Records supplied:
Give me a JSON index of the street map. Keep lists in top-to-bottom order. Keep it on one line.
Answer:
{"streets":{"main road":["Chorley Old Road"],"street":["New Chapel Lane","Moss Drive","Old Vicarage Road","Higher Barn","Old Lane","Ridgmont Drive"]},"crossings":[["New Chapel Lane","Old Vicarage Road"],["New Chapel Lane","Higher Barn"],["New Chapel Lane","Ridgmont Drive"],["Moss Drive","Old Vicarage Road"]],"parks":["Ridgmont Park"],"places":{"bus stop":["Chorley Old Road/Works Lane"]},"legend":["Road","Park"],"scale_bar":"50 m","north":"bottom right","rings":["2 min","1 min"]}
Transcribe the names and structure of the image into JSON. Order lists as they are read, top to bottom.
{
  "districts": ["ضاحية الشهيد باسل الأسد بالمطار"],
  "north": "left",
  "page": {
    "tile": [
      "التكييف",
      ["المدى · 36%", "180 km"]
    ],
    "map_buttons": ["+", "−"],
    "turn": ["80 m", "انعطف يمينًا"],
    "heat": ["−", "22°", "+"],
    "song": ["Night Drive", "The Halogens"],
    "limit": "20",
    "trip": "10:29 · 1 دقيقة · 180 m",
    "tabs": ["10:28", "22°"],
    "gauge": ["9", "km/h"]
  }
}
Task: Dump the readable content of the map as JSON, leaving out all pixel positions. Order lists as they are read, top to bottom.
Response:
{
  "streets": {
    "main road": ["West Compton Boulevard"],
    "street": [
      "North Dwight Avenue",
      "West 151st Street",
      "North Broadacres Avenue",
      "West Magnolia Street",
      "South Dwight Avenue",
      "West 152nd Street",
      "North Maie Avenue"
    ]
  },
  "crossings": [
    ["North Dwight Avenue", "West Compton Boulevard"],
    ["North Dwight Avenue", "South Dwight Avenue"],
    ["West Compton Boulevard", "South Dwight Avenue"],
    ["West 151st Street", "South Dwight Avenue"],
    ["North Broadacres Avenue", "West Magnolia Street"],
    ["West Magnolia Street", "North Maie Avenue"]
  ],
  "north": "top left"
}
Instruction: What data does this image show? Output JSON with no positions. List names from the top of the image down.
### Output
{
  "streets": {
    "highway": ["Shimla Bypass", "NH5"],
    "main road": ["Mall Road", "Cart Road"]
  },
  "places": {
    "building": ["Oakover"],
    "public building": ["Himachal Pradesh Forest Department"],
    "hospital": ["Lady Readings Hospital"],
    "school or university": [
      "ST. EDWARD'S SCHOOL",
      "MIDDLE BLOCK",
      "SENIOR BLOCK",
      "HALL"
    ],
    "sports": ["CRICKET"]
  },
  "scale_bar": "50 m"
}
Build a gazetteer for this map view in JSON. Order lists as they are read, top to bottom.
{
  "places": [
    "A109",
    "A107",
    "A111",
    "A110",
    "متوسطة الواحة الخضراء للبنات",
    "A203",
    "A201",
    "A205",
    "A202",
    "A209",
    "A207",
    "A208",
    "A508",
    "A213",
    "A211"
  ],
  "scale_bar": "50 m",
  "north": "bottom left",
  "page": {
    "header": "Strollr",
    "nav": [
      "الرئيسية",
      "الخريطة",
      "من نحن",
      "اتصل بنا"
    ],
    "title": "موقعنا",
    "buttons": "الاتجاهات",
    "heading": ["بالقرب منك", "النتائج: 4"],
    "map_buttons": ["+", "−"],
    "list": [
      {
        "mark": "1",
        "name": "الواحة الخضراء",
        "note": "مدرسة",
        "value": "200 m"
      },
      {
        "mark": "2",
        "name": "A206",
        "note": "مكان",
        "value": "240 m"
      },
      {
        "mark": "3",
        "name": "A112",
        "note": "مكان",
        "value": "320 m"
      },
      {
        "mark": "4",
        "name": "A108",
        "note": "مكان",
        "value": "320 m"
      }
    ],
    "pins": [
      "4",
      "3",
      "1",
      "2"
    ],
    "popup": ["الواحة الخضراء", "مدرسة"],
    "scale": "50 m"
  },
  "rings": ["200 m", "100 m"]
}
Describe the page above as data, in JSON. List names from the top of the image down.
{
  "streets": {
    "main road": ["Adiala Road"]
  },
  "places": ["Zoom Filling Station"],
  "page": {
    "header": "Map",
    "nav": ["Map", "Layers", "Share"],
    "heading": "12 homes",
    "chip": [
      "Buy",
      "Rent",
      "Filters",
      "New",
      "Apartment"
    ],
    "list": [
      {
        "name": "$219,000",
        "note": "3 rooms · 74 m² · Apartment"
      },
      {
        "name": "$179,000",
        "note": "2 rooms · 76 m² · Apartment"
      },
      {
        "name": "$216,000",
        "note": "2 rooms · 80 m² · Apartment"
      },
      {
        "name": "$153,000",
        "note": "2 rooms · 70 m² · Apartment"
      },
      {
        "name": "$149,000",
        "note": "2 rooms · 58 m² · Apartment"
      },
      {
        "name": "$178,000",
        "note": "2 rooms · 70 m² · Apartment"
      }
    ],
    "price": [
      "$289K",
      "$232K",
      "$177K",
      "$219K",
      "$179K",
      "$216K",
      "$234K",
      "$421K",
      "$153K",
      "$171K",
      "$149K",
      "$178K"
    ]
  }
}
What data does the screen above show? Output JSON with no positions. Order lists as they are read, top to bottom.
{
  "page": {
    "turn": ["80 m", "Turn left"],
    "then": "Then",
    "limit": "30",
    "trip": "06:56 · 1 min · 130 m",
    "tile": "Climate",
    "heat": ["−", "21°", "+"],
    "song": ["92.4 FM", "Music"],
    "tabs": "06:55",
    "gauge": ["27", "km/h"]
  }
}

How to complete this task:
Return an exact copy of the listing above, complete in every line.

Exercise answer:
Give me a JSON index of the street map. Keep lists in top-to-bottom order. Keep it on one line.
Answer:
{"streets":{"main road":["Chorley Old Road"],"street":["New Chapel Lane","Moss Drive","Old Vicarage Road","Higher Barn","Old Lane","Ridgmont Drive"]},"crossings":[["New Chapel Lane","Old Vicarage Road"],["New Chapel Lane","Higher Barn"],["New Chapel Lane","Ridgmont Drive"],["Moss Drive","Old Vicarage Road"]],"parks":["Ridgmont Park"],"places":{"bus stop":["Chorley Old Road/Works Lane"]},"legend":["Road","Park"],"scale_bar":"50 m","north":"bottom right","rings":["2 min","1 min"]}
Transcribe the names and structure of the image into JSON. Order lists as they are read, top to bottom.
{
  "districts": ["ضاحية الشهيد باسل الأسد بالمطار"],
  "north": "left",
  "page": {
    "tile": [
      "التكييف",
      ["المدى · 36%", "180 km"]
    ],
    "map_buttons": ["+", "−"],
    "turn": ["80 m", "انعطف يمينًا"],
    "heat": ["−", "22°", "+"],
    "song": ["Night Drive", "The Halogens"],
    "limit": "20",
    "trip": "10:29 · 1 دقيقة · 180 m",
    "tabs": ["10:28", "22°"],
    "gauge": ["9", "km/h"]
  }
}
Task: Dump the readable content of the map as JSON, leaving out all pixel positions. Order lists as they are read, top to bottom.
Response:
{
  "streets": {
    "main road": ["West Compton Boulevard"],
    "street": [
      "North Dwight Avenue",
      "West 151st Street",
      "North Broadacres Avenue",
      "West Magnolia Street",
      "South Dwight Avenue",
      "West 152nd Street",
      "North Maie Avenue"
    ]
  },
  "crossings": [
    ["North Dwight Avenue", "West Compton Boulevard"],
    ["North Dwight Avenue", "South Dwight Avenue"],
    ["West Compton Boulevard", "South Dwight Avenue"],
    ["West 151st Street", "South Dwight Avenue"],
    ["North Broadacres Avenue", "West Magnolia Street"],
    ["West Magnolia Street", "North Maie Avenue"]
  ],
  "north": "top left"
}
Instruction: What data does this image show? Output JSON with no positions. List names from the top of the image down.
### Output
{
  "streets": {
    "highway": ["Shimla Bypass", "NH5"],
    "main road": ["Mall Road", "Cart Road"]
  },
  "places": {
    "building": ["Oakover"],
    "public building": ["Himachal Pradesh Forest Department"],
    "hospital": ["Lady Readings Hospital"],
    "school or university": [
      "ST. EDWARD'S SCHOOL",
      "MIDDLE BLOCK",
      "SENIOR BLOCK",
      "HALL"
    ],
    "sports": ["CRICKET"]
  },
  "scale_bar": "50 m"
}
Build a gazetteer for this map view in JSON. Order lists as they are read, top to bottom.
{
  "places": [
    "A109",
    "A107",
    "A111",
    "A110",
    "متوسطة الواحة الخضراء للبنات",
    "A203",
    "A201",
    "A205",
    "A202",
    "A209",
    "A207",
    "A208",
    "A508",
    "A213",
    "A211"
  ],
  "scale_bar": "50 m",
  "north": "bottom left",
  "page": {
    "header": "Strollr",
    "nav": [
      "الرئيسية",
      "الخريطة",
      "من نحن",
      "اتصل بنا"
    ],
    "title": "موقعنا",
    "buttons": "الاتجاهات",
    "heading": ["بالقرب منك", "النتائج: 4"],
    "map_buttons": ["+", "−"],
    "list": [
      {
        "mark": "1",
        "name": "الواحة الخضراء",
        "note": "مدرسة",
        "value": "200 m"
      },
      {
        "mark": "2",
        "name": "A206",
        "note": "مكان",
        "value": "240 m"
      },
      {
        "mark": "3",
        "name": "A112",
        "note": "مكان",
        "value": "320 m"
      },
      {
        "mark": "4",
        "name": "A108",
        "note": "مكان",
        "value": "320 m"
      }
    ],
    "pins": [
      "4",
      "3",
      "1",
      "2"
    ],
    "popup": ["الواحة الخضراء", "مدرسة"],
    "scale": "50 m"
  },
  "rings": ["200 m", "100 m"]
}
Describe the page above as data, in JSON. List names from the top of the image down.
{
  "streets": {
    "main road": ["Adiala Road"]
  },
  "places": ["Zoom Filling Station"],
  "page": {
    "header": "Map",
    "nav": ["Map", "Layers", "Share"],
    "heading": "12 homes",
    "chip": [
      "Buy",
      "Rent",
      "Filters",
      "New",
      "Apartment"
    ],
    "list": [
      {
        "name": "$219,000",
        "note": "3 rooms · 74 m² · Apartment"
      },
      {
        "name": "$179,000",
        "note": "2 rooms · 76 m² · Apartment"
      },
      {
        "name": "$216,000",
        "note": "2 rooms · 80 m² · Apartment"
      },
      {
        "name": "$153,000",
        "note": "2 rooms · 70 m² · Apartment"
      },
      {
        "name": "$149,000",
        "note": "2 rooms · 58 m² · Apartment"
      },
      {
        "name": "$178,000",
        "note": "2 rooms · 70 m² · Apartment"
      }
    ],
    "price": [
      "$289K",
      "$232K",
      "$177K",
      "$219K",
      "$179K",
      "$216K",
      "$234K",
      "$421K",
      "$153K",
      "$171K",
      "$149K",
      "$178K"
    ]
  }
}
What data does the screen above show? Output JSON with no positions. Order lists as they are read, top to bottom.
{
  "page": {
    "turn": ["80 m", "Turn left"],
    "then": "Then",
    "limit": "30",
    "trip": "06:56 · 1 min · 130 m",
    "tile": "Climate",
    "heat": ["−", "21°", "+"],
    "song": ["92.4 FM", "Music"],
    "tabs": "06:55",
    "gauge": ["27", "km/h"]
  }
}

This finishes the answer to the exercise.